First-A warning-this will be a bit long for a thread. We have a 69 Overlander with original electrical equipment, univolt with
12v glass fuse panel(all fuses just replaced), breaker panel with 4 slim breakers, battery located in back trunk-all of which seems to be located in very odd locations and far away from each other and yes most of this will be replaced in good time(and possibly consolidated for ease of maintenance). All of which has worked fine for the most part since buying it about 3 years ago.
So, today I went out to begin yet another day of polishing the beast which has been plugged into our garage since parked the last few months while polishing and working on getting her ready for a major road trip this summer. Only this time I had no power in the garage-went into our house service panel and the breaker was tripped-tried to reset-buzzed a few seconds and tripped again-like a short-only a bit longer in deration. Nothing had changed since yesterday-or so it seemed. I immediately went and unplugged the AS and went back down to reset the breaker and it was fine. I suspected our original Univolt or the ancient patched up plug was to blame-and yes it's also on my list to replace all of this too. So I went inside the AS and turned off all the breakers in our 1969 breaker panel which has 4 slim breakers, (which are pretty lame compared to a house slimline breaker because these barely snap in-sorry, digression
) 30, 20, 20 and 20-1-4 are the breakers we have-which according to the manual are wired like a panel for Canada-odd but happy to at least have 4 separate circuits and not two like the manual shows. Manual also shows a 20 and 3 15's-hmm...more mystery.

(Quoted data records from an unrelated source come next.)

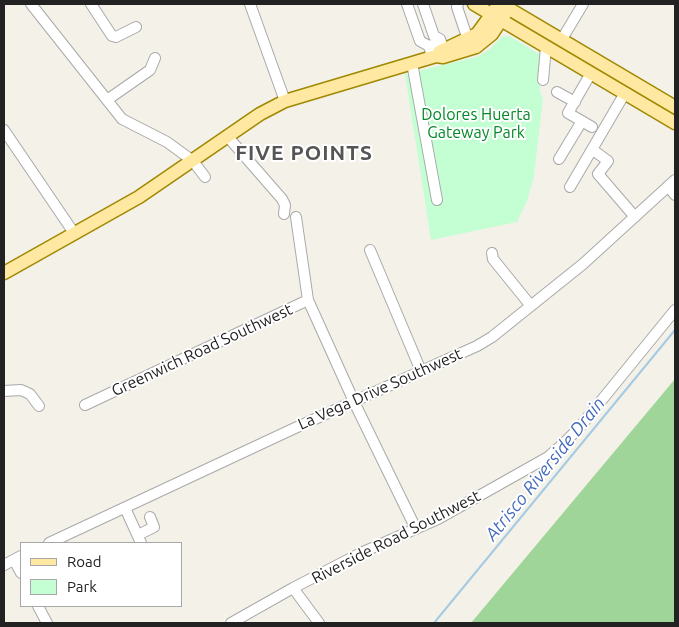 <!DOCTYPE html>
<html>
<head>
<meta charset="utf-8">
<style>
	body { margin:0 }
	#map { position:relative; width:679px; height:627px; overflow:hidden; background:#f3f1e8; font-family:Ubuntu,sans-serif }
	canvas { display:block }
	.frame { position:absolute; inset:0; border:5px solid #222; pointer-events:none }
	.legend { position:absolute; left:20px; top:542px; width:162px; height:65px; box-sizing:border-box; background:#fff; border:1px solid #a7a7a7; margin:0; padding:6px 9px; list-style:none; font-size:15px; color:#222 }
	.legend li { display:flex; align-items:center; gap:10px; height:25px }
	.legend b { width:25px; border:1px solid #a7a7a7 }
</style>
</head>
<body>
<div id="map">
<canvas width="679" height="627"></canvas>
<div class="frame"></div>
<ul class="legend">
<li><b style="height:6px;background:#ffe8a1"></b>Road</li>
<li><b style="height:14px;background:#c4fed3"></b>Park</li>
</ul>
</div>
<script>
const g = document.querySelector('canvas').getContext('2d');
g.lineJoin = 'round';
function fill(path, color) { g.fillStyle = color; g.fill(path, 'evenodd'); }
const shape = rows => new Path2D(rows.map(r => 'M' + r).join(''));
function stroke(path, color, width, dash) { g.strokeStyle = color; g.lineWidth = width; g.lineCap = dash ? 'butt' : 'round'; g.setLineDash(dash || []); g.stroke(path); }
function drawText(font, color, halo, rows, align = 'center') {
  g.font = font + ' Ubuntu,sans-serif'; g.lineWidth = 4; g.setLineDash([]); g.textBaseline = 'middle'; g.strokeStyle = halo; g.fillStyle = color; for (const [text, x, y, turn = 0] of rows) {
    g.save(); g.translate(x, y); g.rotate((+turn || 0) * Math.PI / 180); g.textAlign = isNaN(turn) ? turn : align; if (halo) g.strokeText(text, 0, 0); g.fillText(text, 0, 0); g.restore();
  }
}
const forest = shape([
	[675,379,675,623,471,623]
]);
const park = shape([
	[509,36,541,55,540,93,543,98,534,176,527,201,517,222,431,240,405,74,477,57,490,49,502,37]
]);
const stream = shape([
	[434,623,675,330]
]);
const minor = shape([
	[31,4,122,119,167,142,193,161,205,177],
	[91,4,112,36,116,37,136,27],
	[250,4,285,101],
	[407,4,420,41,429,46,432,57],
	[423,4,434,36,440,39,441,42,429,46],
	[458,4,457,7,468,40],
	[562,39,583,4],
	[412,63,437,200],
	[591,73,568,113,592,127],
	[543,80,546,47],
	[557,92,575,102],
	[107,100,150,70,155,58],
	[4,130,74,233],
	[228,137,282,199,285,205,284,214],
	[593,150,608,161,598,174,635,217],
	[559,159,582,121],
	[668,186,675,195],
	[570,187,625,93],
	[296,217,308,300,356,406,416,529],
	[370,250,421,371],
	[492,253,493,259,531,306],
	[4,391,21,390,30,394,39,406],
	[85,405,308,300],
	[125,508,141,543],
	[138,535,154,527,150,517],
	[49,543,295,428,477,346,492,337,583,264,675,180],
	[14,560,21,573],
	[4,565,21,556],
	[293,588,319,623],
	[38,606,47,623],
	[231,623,293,588,363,552,438,519,548,457,563,444,579,428,675,310]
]);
const major = shape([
	[474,4,675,123],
	[501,4,675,107],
	[439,52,477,34,496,8],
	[4,273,139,197,260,114,285,101,436,56,443,57,476,47,492,34,509,8]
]);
const parkNames = [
	["Dolores Huerta",476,115],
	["Gateway Park",476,133]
];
const streetNames = [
	["Greenwich Road Southwest",202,350,-25],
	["La Vega Drive Southwest",380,389,-24],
	["Riverside Road Southwest",396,537,-27]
];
const waterNames = [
	["Atrisco Riverside Drain",545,469,-51]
];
const districtNames = [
	["FIVE POINTS",304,153]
];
fill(forest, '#a0d59a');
fill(park, '#c4fed3');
stroke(stream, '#a5cae3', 2);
stroke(minor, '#a9a9a9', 12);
stroke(major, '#a08800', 15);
stroke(minor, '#fff', 10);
stroke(major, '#ffe8a1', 12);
drawText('16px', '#038826', '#fff', parkNames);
drawText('16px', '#222', '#fff', streetNames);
drawText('italic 18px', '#446abc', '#fff', waterNames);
g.letterSpacing = '1px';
drawText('bold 21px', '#555', '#fff', districtNames);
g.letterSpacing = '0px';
</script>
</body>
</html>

Plugged it back in to a GFI outlet in my garage this time-so I could avoid the long walk to the basement, and proceeded to turn the breakers on one by one, left to right in order. When I got to number 3-(20 amp) the GFI popped-not the breaker in the AS but the GFI in my garage. So I repeated the same steps skipping number 3 breaker and all went fine-this also gave me a good excuse to track down what ran on each breaker finally since none of them are labeled-more mystery! So I swapped breakers to see if breaker 3 was just old and tired but the same thing happened with a different breaker. Luckily, on our box, breaker #3 controls outlets in the front living area and kitchen. We had power to the AC, water pump, lights and some outlets. I then decided to pull outlet covers off to see if there was anything visible before checking continuity and I found water inside the front 120V outlet by the couch-not good
. Then I remembered we had a terrible rain storm-serious buckets of water last night, which also brought up other window gasket leaks and another leak we hadn't seen before. I'm assuming our scare light fixture, which was half way apart for polishing, was the culprit for the leak because I took it apart and it was wet behind the scare light-the insulation was wet and it's located directly above this outlet and 3
12v switches.
Here's what's really confusing: none of our breakers in our AS 120V box tripped but it caused the power provider-either the GFI or our house breaker to the garage to trip. Could moisture or a leak do this and if so why wouldn't the breaker in the trailer go first? Could something else be causing this? Any advice would be greatly appreciated.